Kata has a few other benefits.  First off you can practice techniques that would be extremely dangerous to apply to a partner no matter how good they are.  Second when you practice kata you have an opportunity to dissect the techniques in a manner that allows you to take not just the application shown in the form but also allows more time for your neurons to build a memory of correct proceedure in your mind.  Third kata practice allows you time to study or feel for useful variations in the fight sequence which may come as unexpected for an assailant.

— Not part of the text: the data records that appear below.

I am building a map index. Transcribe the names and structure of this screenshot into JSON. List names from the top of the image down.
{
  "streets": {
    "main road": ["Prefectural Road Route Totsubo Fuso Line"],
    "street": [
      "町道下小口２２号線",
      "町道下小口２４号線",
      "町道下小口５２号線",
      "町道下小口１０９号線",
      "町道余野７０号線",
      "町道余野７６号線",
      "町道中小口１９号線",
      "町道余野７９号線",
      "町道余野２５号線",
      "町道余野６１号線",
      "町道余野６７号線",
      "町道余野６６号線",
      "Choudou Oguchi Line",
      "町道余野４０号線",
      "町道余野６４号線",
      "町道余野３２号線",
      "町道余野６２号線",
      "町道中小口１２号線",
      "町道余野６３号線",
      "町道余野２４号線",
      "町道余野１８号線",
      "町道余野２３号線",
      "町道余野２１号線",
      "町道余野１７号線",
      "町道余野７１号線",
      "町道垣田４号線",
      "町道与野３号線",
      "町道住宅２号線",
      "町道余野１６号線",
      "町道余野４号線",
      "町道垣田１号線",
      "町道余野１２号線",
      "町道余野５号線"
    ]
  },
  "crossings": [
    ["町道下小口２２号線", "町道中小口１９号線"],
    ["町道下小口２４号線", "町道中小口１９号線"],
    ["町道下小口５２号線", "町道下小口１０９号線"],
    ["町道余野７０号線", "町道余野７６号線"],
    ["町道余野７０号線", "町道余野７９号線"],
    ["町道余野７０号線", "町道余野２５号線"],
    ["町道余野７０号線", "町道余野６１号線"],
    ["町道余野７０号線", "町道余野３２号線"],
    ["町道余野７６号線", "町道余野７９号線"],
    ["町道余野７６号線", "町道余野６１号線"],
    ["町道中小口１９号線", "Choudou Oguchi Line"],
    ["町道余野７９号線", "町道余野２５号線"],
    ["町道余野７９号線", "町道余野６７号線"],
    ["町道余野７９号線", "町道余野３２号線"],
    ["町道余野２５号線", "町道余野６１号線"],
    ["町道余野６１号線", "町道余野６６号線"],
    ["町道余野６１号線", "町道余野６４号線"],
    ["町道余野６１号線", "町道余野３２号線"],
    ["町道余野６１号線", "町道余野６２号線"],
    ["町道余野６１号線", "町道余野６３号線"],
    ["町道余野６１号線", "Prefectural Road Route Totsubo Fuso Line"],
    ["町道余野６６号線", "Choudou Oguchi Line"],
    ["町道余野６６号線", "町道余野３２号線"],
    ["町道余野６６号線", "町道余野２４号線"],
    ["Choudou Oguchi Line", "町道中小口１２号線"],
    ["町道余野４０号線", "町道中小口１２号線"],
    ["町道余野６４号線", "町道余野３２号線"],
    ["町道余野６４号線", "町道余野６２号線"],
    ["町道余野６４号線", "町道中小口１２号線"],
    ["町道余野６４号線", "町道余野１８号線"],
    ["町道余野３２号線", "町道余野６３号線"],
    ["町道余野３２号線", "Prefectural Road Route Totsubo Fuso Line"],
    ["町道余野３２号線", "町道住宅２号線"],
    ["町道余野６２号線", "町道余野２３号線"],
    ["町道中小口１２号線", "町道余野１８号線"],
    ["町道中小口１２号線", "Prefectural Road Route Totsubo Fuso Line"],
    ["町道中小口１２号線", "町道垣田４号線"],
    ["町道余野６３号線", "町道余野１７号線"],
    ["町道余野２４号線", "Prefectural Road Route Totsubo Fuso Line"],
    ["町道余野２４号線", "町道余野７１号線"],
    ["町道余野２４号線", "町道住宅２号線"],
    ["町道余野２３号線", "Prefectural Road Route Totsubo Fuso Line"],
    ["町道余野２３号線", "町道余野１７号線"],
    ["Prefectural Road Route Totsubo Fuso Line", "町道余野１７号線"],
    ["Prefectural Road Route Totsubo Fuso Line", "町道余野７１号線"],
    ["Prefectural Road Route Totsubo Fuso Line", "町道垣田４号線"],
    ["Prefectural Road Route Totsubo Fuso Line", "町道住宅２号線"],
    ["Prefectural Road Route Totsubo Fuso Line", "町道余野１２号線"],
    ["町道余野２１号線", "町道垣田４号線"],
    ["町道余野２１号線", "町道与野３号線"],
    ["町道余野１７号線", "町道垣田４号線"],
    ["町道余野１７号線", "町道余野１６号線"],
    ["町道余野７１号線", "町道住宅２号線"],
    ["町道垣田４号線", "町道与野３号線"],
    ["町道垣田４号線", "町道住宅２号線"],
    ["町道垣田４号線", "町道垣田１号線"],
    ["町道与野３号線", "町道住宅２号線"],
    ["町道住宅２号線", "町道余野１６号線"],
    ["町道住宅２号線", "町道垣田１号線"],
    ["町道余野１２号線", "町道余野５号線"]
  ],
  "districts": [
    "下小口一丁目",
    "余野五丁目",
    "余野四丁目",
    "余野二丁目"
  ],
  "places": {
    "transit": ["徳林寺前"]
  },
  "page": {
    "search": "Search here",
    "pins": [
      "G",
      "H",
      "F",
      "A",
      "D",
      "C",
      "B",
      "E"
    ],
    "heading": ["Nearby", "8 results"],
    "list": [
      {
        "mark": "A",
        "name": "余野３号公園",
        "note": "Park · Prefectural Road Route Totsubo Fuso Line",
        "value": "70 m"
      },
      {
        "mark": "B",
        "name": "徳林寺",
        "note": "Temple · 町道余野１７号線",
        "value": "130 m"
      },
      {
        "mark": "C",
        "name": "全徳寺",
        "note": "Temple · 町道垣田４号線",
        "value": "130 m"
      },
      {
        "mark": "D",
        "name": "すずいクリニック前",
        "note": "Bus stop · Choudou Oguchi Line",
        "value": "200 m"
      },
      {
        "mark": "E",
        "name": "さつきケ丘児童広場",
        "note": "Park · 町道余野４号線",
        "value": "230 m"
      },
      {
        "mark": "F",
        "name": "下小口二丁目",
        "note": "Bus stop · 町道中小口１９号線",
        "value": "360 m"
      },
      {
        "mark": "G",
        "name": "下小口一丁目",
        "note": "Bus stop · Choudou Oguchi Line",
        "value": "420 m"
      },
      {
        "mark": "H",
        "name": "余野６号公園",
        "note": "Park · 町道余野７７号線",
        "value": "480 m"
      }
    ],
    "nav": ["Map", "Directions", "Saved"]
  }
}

Fourthly kata can be practiced in your imagination if for some reason you are unable to practice physically.  For example: due poor health, a confined space, bad company or too many people watching... etc.


----------



## hrlmonkey (Apr 26, 2007)

having read through this thread with much interest,  i should admit that i am of the kata-less variety.  i have studied shotokan in my youth,  i loved it - kata and all.  but having a black in kickboxing (lets call it ring style for ease of indentification here), and a black in a kata less karate style, i can say that they are two different entities.  its was everything that i know in karate,  there was no boxing in it at all.  the 'shadow boxing' was refered to as free form, and you were expected to show more than punches and kicks.  you also had to show a comprehensive knowledge of all techniques you used.  if you performed a spear hand to the throat height,  you had to be aware of the possible consequences.  in all, you had to have a moral understanding of everything involved.
there was everything from one on one, to multiple attackers. but competition was discouraged, in favour of truth - by which i mean, being punched in the face bloody well hurts,  even after 25 years of martial arts training.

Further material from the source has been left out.